• _YOUR ASSIGNMENT_
Report only how many lines of the records contain the word "Boulevard".

• _INPUT DATA_
Start of Block

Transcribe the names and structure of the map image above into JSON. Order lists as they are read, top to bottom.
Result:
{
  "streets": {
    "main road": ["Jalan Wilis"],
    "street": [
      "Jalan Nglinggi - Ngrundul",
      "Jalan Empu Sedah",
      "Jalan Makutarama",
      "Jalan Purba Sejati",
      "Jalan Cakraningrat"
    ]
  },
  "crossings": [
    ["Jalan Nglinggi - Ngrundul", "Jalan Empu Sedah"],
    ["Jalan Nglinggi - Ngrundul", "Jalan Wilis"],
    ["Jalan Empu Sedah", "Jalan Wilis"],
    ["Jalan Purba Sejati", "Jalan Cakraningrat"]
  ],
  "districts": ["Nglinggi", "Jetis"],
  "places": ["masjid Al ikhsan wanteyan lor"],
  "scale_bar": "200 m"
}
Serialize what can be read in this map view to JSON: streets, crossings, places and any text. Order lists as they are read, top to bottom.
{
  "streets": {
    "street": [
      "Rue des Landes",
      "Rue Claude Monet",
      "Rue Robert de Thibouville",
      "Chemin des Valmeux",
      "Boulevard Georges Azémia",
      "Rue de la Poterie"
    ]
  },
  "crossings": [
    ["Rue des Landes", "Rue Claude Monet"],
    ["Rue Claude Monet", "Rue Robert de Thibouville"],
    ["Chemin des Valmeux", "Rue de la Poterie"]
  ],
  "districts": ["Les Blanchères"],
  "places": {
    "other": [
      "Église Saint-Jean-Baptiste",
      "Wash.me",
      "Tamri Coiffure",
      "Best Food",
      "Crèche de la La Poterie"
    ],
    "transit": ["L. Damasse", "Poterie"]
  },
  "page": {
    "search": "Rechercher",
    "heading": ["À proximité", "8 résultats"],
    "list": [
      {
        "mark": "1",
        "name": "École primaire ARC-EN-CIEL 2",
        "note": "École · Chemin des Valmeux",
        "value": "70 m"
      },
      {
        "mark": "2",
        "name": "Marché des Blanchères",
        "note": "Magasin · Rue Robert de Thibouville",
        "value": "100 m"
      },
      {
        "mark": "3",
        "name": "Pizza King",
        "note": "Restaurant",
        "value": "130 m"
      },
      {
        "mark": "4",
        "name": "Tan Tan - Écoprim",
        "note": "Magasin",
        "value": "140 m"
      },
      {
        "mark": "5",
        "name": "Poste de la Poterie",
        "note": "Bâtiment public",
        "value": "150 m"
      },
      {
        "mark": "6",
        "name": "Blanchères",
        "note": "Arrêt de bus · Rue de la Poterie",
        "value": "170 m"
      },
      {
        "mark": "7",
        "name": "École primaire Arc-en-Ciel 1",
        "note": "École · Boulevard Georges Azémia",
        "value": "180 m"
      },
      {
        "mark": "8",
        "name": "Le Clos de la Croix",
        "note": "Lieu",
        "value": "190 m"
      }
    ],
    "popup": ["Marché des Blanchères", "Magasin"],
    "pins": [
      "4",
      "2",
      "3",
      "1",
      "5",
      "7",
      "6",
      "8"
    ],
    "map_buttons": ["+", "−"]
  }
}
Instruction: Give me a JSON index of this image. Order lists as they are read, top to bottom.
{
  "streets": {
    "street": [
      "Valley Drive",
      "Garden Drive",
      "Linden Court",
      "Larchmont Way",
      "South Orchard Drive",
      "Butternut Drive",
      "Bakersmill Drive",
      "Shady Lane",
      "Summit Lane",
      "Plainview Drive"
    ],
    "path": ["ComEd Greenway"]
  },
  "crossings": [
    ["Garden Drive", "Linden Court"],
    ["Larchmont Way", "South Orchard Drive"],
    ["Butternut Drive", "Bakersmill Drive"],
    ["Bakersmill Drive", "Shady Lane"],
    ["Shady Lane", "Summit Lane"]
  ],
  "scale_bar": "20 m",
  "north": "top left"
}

End of Block

• _RESULT_
2